Answer:
[tex]d=-18[/tex]
Step-by-step explanation:
The only way we can achieve an extraneous solution is by squaring both sides. Example:
[tex]\sqrt{-1}=x, \\\sqrt{-1}^2=x^2,\\1=x^2,\\x=1\text{ [extraneous]}[/tex]
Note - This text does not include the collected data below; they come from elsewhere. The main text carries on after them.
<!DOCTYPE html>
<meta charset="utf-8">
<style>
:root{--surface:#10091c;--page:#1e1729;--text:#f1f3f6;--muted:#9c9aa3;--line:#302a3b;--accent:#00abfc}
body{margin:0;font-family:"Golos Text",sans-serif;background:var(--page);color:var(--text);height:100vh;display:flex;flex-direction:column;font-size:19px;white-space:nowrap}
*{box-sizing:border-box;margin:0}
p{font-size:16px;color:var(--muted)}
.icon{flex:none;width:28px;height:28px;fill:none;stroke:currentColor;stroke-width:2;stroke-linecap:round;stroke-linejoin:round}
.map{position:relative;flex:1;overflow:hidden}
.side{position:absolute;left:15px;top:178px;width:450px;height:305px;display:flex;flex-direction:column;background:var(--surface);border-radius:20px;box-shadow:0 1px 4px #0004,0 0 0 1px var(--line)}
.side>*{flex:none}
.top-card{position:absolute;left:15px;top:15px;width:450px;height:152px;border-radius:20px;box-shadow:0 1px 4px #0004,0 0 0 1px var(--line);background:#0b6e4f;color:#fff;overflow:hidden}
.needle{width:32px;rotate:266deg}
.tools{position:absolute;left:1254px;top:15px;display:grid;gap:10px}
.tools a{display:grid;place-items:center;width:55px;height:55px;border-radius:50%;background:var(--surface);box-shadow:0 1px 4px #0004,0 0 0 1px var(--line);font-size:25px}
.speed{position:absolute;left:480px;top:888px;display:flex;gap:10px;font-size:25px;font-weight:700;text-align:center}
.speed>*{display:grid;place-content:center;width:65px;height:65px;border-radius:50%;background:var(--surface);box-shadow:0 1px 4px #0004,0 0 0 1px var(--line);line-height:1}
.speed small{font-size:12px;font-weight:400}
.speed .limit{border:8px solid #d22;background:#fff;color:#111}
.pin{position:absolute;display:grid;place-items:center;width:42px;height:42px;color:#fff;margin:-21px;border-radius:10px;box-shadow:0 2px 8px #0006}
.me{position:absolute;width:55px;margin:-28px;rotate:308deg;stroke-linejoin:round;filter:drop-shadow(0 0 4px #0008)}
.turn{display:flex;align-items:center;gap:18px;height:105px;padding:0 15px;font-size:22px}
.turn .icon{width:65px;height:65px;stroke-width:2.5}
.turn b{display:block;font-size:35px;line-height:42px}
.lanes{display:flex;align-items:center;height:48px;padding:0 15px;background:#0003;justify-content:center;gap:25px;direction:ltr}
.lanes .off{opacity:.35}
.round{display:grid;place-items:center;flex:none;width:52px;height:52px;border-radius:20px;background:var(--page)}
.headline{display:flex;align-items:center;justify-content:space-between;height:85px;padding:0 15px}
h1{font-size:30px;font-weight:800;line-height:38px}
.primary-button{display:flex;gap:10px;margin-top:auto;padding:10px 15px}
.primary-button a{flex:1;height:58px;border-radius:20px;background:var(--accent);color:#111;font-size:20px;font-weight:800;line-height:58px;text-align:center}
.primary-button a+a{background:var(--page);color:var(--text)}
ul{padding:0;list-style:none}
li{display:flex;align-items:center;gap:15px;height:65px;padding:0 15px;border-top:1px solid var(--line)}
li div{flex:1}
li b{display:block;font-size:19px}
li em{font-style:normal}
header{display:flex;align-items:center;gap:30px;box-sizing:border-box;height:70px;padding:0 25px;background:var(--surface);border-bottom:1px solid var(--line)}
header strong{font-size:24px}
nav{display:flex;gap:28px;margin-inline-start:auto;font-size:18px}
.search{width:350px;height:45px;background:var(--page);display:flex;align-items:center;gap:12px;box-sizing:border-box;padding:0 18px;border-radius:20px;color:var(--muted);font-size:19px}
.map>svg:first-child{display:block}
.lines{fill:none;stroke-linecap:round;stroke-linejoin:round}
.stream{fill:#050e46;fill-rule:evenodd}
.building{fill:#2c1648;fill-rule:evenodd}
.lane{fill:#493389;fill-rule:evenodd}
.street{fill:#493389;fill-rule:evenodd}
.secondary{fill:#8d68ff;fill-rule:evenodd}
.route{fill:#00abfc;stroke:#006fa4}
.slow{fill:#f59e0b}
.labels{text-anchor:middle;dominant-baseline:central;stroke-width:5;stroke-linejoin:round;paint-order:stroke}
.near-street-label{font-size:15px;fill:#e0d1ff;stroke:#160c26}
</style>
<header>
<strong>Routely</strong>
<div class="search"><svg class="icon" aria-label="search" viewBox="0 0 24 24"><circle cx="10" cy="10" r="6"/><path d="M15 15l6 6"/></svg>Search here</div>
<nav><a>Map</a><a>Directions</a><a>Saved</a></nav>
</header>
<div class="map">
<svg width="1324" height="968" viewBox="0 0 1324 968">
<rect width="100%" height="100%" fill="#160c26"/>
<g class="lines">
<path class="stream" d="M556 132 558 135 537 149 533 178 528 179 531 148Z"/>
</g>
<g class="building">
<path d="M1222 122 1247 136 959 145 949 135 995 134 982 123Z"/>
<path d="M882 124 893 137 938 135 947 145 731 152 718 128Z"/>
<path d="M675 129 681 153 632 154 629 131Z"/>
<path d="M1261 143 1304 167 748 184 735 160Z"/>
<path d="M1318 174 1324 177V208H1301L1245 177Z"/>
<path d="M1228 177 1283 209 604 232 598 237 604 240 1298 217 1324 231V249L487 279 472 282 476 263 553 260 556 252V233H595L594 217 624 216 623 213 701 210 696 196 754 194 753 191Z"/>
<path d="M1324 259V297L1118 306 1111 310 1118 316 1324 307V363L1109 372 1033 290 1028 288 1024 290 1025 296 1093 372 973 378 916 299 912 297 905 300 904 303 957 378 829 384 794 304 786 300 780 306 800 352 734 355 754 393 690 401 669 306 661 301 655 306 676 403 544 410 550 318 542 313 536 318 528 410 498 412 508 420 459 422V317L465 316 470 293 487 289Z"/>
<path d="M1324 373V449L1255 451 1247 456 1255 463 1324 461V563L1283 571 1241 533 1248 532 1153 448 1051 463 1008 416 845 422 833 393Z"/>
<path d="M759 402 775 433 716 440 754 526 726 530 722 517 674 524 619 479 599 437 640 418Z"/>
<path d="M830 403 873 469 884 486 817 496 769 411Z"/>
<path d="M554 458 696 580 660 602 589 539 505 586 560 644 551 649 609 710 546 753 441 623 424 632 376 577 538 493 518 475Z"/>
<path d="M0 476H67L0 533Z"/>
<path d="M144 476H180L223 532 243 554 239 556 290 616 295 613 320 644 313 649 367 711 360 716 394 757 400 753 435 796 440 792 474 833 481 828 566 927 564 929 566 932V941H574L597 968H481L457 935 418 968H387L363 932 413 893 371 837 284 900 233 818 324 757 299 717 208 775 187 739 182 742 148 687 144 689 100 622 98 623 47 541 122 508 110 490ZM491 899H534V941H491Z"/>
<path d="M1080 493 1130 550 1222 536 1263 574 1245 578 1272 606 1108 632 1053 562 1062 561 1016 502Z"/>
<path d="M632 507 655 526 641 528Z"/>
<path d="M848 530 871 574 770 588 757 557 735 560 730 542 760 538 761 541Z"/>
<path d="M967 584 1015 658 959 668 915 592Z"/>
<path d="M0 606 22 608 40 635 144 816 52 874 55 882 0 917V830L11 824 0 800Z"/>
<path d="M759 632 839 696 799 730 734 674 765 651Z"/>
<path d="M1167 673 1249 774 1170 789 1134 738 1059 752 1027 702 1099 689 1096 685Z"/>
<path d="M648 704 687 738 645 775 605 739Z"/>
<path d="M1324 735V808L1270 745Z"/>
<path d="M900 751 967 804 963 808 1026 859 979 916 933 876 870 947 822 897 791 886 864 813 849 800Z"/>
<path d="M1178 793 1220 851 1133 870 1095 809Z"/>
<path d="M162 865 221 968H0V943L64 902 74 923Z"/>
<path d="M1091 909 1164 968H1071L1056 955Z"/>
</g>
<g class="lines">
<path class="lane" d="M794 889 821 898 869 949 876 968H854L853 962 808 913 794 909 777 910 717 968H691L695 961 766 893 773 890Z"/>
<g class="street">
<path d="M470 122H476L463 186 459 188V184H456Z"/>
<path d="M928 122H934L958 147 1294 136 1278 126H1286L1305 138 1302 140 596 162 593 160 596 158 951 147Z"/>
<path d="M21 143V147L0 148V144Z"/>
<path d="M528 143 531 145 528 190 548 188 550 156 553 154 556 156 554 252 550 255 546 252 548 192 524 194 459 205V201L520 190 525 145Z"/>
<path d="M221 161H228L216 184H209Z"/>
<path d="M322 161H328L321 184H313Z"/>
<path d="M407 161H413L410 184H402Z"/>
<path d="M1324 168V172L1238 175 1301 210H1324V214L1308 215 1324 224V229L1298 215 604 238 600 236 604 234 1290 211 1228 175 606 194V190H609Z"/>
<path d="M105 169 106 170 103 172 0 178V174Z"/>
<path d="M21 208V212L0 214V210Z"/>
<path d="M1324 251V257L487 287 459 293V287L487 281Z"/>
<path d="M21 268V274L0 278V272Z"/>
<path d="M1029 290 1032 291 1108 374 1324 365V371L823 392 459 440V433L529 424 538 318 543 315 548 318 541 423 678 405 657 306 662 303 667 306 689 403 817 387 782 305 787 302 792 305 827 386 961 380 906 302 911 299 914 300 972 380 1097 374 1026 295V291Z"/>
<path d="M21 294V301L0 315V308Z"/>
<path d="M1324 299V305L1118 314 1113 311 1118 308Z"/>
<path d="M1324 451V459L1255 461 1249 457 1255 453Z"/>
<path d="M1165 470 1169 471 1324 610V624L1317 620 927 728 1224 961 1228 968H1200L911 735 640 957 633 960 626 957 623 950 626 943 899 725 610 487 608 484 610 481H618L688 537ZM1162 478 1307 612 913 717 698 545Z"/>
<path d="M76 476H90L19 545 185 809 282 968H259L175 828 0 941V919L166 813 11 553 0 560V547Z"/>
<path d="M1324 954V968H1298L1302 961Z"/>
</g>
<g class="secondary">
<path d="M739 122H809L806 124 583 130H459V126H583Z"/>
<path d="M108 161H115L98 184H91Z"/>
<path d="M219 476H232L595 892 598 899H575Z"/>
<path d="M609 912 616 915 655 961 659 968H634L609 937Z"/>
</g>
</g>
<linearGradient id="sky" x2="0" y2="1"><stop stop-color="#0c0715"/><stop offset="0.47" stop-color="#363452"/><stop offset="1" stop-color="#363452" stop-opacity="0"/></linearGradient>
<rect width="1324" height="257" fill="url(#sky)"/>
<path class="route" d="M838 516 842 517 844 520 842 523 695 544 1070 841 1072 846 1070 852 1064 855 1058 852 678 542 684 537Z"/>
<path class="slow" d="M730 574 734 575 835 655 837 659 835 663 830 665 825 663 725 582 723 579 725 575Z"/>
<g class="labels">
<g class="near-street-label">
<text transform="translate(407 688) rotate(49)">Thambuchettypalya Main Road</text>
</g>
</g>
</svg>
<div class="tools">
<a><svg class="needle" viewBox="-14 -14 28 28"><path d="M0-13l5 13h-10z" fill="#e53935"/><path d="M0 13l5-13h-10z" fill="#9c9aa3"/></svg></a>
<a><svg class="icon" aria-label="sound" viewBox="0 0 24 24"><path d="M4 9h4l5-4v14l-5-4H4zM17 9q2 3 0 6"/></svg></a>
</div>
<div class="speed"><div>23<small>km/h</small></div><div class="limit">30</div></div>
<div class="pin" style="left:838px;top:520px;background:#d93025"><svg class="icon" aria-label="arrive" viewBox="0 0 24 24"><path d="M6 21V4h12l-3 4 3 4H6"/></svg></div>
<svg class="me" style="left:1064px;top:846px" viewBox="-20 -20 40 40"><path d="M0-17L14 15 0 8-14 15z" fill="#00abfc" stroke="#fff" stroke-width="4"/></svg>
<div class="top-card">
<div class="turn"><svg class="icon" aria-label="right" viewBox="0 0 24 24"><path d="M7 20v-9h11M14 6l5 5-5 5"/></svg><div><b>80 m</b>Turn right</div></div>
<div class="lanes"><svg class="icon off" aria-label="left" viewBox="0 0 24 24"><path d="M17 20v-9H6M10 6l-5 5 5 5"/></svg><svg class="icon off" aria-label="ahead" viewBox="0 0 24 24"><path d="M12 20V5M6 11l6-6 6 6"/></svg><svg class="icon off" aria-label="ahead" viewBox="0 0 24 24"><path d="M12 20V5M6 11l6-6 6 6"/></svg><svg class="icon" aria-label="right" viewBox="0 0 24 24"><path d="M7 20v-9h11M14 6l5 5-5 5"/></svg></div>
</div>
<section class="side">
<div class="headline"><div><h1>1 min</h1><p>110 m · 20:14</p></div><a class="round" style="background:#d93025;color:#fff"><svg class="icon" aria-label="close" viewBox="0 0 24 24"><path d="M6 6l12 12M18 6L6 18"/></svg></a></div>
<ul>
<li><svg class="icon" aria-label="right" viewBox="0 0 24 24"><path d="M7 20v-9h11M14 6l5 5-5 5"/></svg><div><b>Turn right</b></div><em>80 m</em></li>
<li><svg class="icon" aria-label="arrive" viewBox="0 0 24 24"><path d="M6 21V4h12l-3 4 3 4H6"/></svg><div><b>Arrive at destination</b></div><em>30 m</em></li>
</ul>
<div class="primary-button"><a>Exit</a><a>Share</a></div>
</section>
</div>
Square both sides of the equation:
[tex]\sqrt{\frac{1}{2}y-1}^2=(\frac{3}{4}y+d)^2[/tex]
Substitute [tex]y=20[/tex]:
[tex]9=(15+d)^2[/tex]
Expand the right side using [tex](a+b)^2=a^2+2ab+b^2[/tex]:
[tex]9=15^2+2(15)(x)+x^2,\\x^2+30x+225=9[/tex]
Subtract 9 from both sides:
[tex]x^2+30x+216=0[/tex]
Factor:
[tex](x+12)(x+18)=0,\\\begin{cases}x+12=0, x=\boxed{-12},\\x+18=0,x=\boxed{-18}\end{cases}[/tex]
Substitute both solutions to see which work:
[tex]\sqrt{\frac{1}{2}(20)-1}=(\frac{3}{4}(20)+d), \\\\d=-12\checkmark\\d=-18\times[/tex]
The solution [tex]d=-18[/tex] yields [tex]3=-3[/tex] which does not work and therefore is extraneous.